「標的型攻撃などの高度な攻撃への懸念が高まっている。DDoS攻撃も順調に伸びている」。DDoS攻撃をインラインでブロックする装置「Arbor Networks APS」や、トラフィックを監視して不正通信などを可視化する装置「Arbor Networks Spectrum」を手掛けるアーバーネットワークスは6月17日、年次セキュリティレポートの最新版で1月末に英語版の配布を開始した「Worldwide Infrastructure Security Report Volume XI」(WISR 11)について、内容を紹介した。
米Arbor Networksでセキュリティアーキテクト兼ASERTリサーチマネージャーを務めるMarc Eisenbarth氏
WISRレポートの最新版では、アンケート調査結果や、実環境から収集したネットワークデータをもとに、2015年の1年間のセキュリティの動向をまとめている。PDF形式のファイルで、分量は120ページある。アンケートの実施時期は2015年10月で、同社の顧客が対象。実環境のデータは、インターネット上に配置したセンサのほか、顧客先に設置して実運用している装置から収集した。
アンケート調査結果から見えた2015年のトレンドの1つが、標的型攻撃だ。標的型攻撃を検知した企業の割合は、前回調査時の18%から23%へと増えた。企業の懸念事項の第1位も、標的型攻撃だ。こうした状況を受けて、標的型攻撃に対処するCSIRT(インシデント対応チーム)を編成することが企業のトレンドとなっている。回答者の85%が、侵害を受けた時の対応プロセスを規定している。

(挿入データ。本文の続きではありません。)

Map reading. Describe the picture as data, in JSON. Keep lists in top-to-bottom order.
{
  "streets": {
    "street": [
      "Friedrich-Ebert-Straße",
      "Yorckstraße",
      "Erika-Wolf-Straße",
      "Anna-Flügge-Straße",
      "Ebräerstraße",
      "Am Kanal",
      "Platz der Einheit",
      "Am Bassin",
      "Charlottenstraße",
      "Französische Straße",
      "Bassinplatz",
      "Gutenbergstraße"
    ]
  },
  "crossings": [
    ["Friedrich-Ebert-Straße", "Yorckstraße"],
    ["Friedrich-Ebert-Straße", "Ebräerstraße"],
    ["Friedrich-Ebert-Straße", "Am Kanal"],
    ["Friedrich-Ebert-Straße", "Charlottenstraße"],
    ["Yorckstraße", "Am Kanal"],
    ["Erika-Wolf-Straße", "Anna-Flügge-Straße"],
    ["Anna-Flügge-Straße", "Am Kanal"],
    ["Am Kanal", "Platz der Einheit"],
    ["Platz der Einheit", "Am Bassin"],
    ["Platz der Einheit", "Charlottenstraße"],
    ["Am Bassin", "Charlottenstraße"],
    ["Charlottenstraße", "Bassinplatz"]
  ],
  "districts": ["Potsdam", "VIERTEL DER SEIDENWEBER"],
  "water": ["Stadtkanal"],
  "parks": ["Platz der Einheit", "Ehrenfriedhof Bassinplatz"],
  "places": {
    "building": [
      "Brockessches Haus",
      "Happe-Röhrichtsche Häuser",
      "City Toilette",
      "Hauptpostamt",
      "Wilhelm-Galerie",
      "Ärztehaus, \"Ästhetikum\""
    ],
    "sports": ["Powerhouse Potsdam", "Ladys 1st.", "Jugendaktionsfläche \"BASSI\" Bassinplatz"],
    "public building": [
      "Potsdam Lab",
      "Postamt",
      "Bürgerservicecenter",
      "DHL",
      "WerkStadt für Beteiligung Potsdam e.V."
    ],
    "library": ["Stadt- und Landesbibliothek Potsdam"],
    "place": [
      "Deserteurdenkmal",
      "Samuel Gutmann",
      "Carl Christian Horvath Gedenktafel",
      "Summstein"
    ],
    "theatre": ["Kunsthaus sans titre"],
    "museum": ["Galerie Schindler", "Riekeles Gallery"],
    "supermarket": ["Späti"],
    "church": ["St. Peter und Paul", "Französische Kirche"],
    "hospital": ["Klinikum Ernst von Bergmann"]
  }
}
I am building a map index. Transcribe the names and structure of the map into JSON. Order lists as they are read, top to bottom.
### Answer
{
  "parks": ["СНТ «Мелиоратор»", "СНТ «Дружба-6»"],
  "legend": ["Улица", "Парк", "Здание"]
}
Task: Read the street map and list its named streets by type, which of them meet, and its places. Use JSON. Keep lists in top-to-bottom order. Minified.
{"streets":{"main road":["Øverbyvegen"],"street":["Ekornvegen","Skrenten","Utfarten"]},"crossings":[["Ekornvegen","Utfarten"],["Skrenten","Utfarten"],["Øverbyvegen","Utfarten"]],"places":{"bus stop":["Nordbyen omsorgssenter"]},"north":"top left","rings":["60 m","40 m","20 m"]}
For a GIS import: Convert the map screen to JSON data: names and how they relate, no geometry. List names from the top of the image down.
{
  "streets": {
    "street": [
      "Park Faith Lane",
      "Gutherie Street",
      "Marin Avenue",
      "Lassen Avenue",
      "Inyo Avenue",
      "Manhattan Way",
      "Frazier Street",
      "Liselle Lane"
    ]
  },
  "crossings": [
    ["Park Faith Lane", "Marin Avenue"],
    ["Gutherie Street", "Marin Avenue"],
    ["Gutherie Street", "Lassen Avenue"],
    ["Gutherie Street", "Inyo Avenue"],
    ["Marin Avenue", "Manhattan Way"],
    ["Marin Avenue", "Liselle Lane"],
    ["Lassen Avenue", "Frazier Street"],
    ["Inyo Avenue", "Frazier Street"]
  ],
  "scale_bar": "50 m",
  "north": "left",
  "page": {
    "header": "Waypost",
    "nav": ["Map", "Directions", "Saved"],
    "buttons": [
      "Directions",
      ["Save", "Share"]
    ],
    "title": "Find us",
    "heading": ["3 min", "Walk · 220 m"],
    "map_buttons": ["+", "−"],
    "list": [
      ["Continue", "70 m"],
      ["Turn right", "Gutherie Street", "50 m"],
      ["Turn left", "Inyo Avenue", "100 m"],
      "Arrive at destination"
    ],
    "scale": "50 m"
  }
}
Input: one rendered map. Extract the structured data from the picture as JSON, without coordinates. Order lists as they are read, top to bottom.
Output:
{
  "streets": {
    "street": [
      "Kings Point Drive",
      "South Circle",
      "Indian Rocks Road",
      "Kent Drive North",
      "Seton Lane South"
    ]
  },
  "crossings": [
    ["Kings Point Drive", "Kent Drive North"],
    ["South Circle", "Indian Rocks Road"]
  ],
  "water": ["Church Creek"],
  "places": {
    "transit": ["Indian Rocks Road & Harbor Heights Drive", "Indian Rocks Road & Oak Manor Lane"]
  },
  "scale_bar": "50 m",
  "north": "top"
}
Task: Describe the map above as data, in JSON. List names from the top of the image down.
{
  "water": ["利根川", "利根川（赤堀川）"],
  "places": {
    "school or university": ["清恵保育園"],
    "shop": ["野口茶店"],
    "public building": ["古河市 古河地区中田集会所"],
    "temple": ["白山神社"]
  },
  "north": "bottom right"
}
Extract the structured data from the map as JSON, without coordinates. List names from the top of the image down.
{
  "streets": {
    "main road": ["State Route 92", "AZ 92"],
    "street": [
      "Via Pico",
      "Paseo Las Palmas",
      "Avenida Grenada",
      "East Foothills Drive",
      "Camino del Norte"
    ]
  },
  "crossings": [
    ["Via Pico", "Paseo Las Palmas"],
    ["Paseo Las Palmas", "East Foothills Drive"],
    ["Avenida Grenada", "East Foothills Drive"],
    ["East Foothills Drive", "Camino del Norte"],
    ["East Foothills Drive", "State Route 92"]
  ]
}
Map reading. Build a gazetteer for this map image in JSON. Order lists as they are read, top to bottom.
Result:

DDoS攻撃が拡大し続けている。1回の攻撃で使われた最大帯域は2012年以降に急伸した
DDoS攻撃も、例年通り拡大し続けている。1回当たりのDDoS攻撃のトラフィックのうち最大のものは、500Gビット/秒に達した。初回調査時(11年前)の8Gビット/秒と比べると、帯域は60倍以上になった。業務ネットワークの帯域を枯渇させるだけのDDoS攻撃を検知したデータセンターは、前回調査時の33%から半数以上へと増えた。
日本は、DDoS攻撃の攻撃元となった国としては、中国と米国に次ぐ3位だった。米Arbor Networksでセキュリティアーキテクト兼ASERTリサーチマネージャーを務めるMarc Eisenbarth氏は、「日本はネットワークの帯域幅が潤沢。DDoS攻撃者にとって悪用されやすい」と推測する。
DDoS攻撃の主な標的は、引き続きファイアウォールやIPS(不正侵入防止システム)などの既存のネットワーク装置だ。半数を超える企業やデータセンターが、DDoS攻撃によってデバイス障害が発生したと報告した。
WISRレポートを作成したのは、同社の中のASERT(Arbor Security Engineering and Response Team)と呼ぶ組織。標的型攻撃などの高度な攻撃にフォーカスした解析チームで、1日当たり10万個のマルウエア検体を入手して解析している。マルウエア検体はサンドボックス上で実行し、その振る舞いや通信先となるC&Cサーバなどの特徴をデータベース化している。